I’m a bit late out of the gate with this one, hence why I haven’t tried to shill this to a newspaper.
It’s been a couple of weeks of deathly nursery germ warfare in this house. Every Friday, Polly goes to nursery and I say a little prayer that she won’t pick up another bug. It doesn’t usually work.
Anyway, it’s probably a positive thing I didn’t write this earlier, as my thoughts have been percolating for longer and I’m still pissed off. Because who wouldn’t be outraged by an older woman (or any woman for that matter) telling other women how to feel?
I like Molly Mae, always have. From Love Island fame to savvy business woman, she’s killing it. Regardless of your stance on her PLT title or her thoughts on what can be achieved in a day, you cannot deny that the woman knows her target audience and smashes it every time.
She is also open and genuine on her YouTube channel, where she posts vlogs about her daily life with boyfriend Tommy Fury, whom she obviously fiercely loves (and he, her).
In a recent vlog, Molly Mae reflected on her pregnancy, which was announced on September 25th.
She spoke of the “mental challenge” of the shock :
"I just can't explain how the shock literally overtook my body for the first month.
"I just felt like every single day I was living an out-of-body experience. My emotions were something I've never experienced before.
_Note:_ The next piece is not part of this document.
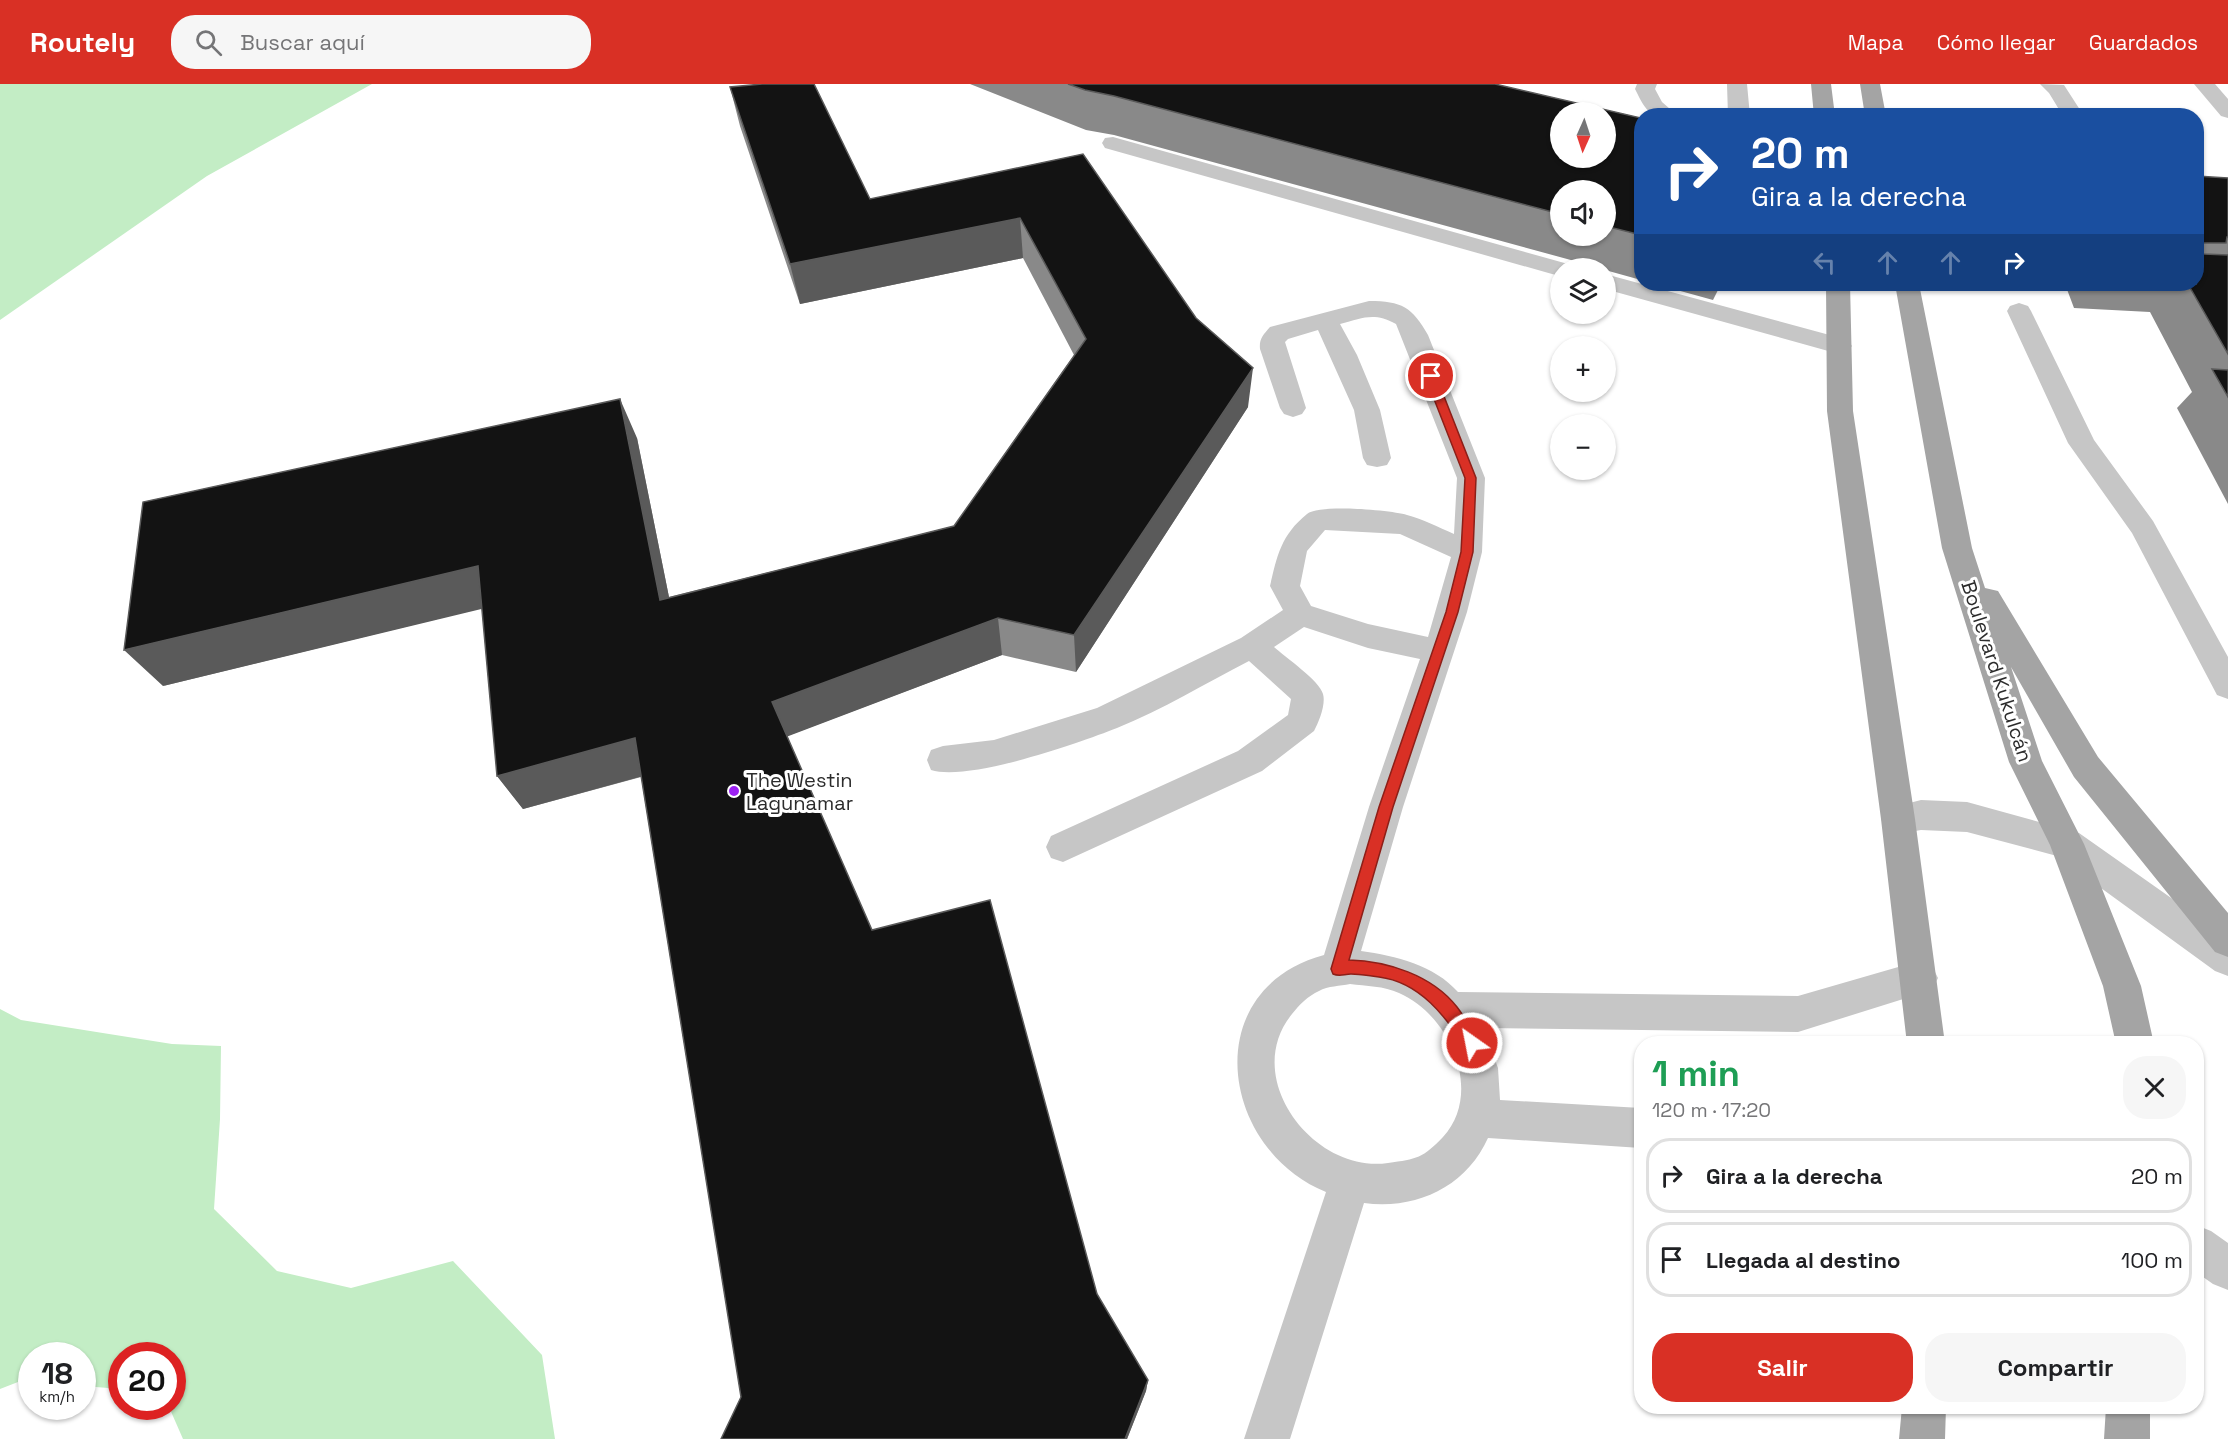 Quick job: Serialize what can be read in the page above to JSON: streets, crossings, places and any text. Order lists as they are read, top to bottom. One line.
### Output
{"streets":{"main road":["Boulevard Kukulcán"]},"places":["The Westin Lagunamar"],"north":"bottom","page":{"header":"Routely","search":"Buscar aquí","nav":["Mapa","Cómo llegar","Guardados"],"map_buttons":["+","−"],"turn":["20 m","Gira a la derecha"],"heading":["1 min","120 m · 17:20"],"list":[{"name":"Gira a la derecha","value":"20 m"},{"name":"Llegada al destino","value":"100 m"}],"buttons":["Salir","Compartir"],"speed":"18 km/h","limit":"20"}}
I cried maybe five times a day for no reason. I was just in tears over everything. I was so happy, but also just the shock. I can't... it was the shock for both Tommy and I. It's honestly taken up until now to sink in."
As I listened, I saw myself in her words. Like Molly Mae and Tommy Fury, our baby was much wanted, much talked about, and much dreamed about.
I thought of seeing the smiley face on the test, of dancing around the room and telling Will, who’d scoop me up in a bear hug. Because let’s be honest, that’s usually what we see in the movies, or on Instagram. Like Molly, I thought I’d be documenting each step of my pregnancy, sharing week-by-week symptoms in sweet, bump-holding photographs.
Reader: it was not like that.
I cannot explain the heaviness of the rock in my stomach, the panic. The thought of Will coming home, oblivious to the news I silently sat with that would change the course of our lives together. And oh, the shame. Did I actually not want a baby? Why aren’t I on cloud nine? What’s wrong with me? I cried, yes - but not tears of joy.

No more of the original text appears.